* EXERCISE REQUIREMENTS
Say only how many lines in the entries below contain the word "space".

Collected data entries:
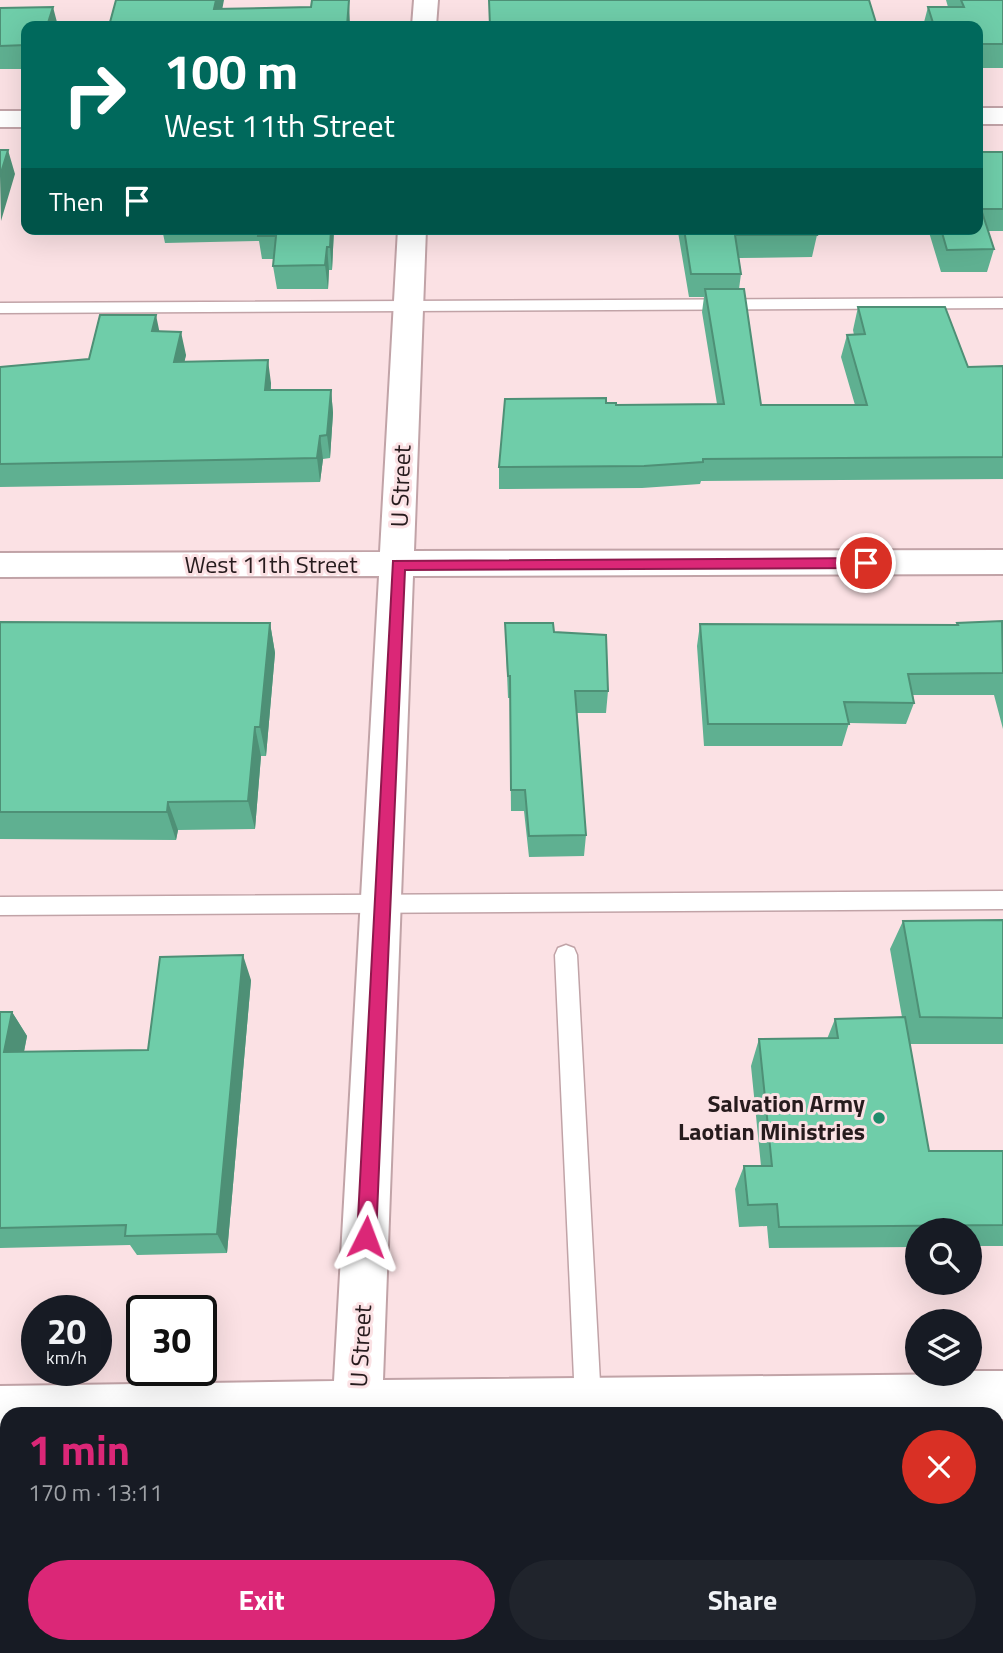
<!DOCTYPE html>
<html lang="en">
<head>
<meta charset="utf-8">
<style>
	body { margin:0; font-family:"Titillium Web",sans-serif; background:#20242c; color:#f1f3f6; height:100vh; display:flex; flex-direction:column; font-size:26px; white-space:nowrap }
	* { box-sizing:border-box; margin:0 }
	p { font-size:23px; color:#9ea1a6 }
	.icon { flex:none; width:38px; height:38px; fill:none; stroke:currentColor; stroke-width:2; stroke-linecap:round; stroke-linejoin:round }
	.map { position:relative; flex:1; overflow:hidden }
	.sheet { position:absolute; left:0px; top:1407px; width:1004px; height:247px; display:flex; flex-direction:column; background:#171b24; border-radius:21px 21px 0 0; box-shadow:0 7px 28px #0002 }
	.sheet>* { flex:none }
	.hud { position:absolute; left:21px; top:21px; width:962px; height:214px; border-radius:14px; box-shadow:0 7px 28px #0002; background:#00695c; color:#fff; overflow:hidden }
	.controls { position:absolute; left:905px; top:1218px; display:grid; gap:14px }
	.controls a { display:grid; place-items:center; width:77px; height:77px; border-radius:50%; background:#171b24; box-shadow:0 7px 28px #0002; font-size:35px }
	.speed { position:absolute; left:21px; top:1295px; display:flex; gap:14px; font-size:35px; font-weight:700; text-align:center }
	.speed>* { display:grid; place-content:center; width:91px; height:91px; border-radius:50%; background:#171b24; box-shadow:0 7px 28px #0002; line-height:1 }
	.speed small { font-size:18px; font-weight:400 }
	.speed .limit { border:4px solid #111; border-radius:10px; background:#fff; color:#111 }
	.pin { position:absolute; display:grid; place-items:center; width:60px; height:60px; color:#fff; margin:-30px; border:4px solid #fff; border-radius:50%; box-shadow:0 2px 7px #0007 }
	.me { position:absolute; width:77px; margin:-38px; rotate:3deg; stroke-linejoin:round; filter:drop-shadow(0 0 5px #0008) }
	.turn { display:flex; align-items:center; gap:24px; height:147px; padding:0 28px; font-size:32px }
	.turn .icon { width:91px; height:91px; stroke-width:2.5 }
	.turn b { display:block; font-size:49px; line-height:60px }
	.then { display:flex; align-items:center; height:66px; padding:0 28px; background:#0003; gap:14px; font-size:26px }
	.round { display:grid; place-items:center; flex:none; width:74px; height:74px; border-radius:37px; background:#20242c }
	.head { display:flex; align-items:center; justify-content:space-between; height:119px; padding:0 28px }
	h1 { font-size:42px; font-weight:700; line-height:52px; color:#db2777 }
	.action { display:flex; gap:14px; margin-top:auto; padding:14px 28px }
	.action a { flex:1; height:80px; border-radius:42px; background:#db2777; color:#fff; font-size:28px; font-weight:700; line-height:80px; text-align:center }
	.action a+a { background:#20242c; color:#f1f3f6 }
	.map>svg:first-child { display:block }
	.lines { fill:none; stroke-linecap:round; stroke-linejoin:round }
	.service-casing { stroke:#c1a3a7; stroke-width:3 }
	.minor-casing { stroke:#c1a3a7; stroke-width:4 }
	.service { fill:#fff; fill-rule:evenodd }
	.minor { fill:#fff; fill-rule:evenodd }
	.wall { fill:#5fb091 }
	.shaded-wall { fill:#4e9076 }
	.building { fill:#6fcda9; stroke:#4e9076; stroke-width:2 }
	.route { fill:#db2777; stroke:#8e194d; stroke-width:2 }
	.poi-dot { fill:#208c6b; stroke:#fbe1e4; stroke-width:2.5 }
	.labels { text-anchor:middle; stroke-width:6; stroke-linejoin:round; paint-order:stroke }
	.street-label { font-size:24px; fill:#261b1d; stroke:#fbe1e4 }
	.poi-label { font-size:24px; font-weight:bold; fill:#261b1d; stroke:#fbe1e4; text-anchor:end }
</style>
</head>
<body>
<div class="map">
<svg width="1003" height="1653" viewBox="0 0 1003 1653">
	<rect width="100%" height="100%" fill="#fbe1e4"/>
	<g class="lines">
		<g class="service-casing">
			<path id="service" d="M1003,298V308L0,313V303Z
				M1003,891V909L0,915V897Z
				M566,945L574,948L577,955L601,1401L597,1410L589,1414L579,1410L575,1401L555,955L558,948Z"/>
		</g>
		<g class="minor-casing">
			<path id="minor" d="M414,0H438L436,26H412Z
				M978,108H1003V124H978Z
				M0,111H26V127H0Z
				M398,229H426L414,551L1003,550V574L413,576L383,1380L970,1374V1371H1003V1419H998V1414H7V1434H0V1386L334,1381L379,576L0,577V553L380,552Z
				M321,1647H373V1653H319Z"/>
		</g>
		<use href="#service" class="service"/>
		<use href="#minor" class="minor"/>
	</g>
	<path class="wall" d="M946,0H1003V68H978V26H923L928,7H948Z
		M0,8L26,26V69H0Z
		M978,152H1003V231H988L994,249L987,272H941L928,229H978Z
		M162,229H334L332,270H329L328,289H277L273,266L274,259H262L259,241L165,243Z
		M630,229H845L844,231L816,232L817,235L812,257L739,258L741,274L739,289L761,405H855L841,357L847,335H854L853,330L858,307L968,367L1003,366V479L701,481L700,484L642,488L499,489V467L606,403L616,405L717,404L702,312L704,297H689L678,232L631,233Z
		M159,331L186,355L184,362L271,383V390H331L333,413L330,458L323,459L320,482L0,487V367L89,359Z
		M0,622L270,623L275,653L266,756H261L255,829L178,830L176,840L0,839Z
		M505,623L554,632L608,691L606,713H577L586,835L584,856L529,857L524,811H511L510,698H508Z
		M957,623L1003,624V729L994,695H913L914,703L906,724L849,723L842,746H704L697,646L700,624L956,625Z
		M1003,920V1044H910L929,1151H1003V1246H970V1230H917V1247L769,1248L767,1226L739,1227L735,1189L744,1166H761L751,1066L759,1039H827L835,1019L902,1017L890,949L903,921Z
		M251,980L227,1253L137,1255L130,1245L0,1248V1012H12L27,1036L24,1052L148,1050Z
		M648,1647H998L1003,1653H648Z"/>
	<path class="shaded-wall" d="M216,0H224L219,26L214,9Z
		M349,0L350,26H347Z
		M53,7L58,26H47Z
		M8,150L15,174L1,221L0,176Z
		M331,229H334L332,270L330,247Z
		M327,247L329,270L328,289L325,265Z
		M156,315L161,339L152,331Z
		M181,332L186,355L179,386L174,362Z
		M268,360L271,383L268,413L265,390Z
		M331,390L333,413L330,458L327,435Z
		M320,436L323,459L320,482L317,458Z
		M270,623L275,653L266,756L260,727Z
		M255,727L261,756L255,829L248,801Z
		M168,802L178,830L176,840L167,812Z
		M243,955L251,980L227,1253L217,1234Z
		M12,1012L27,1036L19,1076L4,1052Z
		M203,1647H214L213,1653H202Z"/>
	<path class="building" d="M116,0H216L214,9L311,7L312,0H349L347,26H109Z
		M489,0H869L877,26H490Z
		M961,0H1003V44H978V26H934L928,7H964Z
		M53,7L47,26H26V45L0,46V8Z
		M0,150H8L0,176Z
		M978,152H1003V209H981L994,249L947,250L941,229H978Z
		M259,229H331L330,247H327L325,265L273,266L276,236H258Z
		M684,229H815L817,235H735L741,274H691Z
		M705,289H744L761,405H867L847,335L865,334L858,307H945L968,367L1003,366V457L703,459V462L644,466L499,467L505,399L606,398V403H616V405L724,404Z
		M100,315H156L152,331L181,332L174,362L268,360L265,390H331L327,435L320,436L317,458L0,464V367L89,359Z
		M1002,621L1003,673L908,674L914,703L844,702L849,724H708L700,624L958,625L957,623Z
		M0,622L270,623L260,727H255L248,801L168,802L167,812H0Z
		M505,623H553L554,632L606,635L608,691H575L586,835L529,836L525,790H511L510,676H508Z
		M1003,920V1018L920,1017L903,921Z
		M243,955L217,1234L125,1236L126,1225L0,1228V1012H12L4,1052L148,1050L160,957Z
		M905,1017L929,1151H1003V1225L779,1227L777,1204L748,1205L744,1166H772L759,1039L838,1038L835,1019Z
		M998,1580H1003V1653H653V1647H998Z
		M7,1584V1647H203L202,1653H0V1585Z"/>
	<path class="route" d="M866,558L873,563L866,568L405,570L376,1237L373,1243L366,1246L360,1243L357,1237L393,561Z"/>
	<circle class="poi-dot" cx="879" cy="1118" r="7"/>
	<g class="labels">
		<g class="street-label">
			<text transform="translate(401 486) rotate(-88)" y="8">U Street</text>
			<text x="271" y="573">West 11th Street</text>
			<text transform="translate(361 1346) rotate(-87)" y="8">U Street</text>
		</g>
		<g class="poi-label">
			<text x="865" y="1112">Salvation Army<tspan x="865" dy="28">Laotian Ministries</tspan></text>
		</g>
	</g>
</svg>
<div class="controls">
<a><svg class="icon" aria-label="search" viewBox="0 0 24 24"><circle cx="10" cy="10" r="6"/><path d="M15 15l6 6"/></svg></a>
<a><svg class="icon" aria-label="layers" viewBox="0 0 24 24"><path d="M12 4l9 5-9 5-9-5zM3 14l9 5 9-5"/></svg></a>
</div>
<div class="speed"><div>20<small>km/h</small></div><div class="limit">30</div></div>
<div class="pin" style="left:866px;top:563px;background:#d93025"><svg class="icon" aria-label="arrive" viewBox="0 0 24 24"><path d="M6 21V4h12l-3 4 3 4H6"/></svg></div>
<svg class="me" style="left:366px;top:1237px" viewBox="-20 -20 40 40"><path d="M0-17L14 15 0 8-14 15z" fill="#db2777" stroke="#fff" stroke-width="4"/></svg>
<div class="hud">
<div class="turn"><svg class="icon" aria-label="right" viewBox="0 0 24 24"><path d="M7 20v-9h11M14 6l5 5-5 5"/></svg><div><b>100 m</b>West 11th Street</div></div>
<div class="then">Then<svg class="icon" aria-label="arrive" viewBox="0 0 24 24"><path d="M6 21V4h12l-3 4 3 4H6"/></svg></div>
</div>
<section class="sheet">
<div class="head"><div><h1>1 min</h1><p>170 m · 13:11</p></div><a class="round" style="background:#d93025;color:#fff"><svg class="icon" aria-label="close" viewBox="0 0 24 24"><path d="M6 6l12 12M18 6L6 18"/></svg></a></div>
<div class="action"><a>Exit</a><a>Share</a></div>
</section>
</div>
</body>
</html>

* SOLUTION
2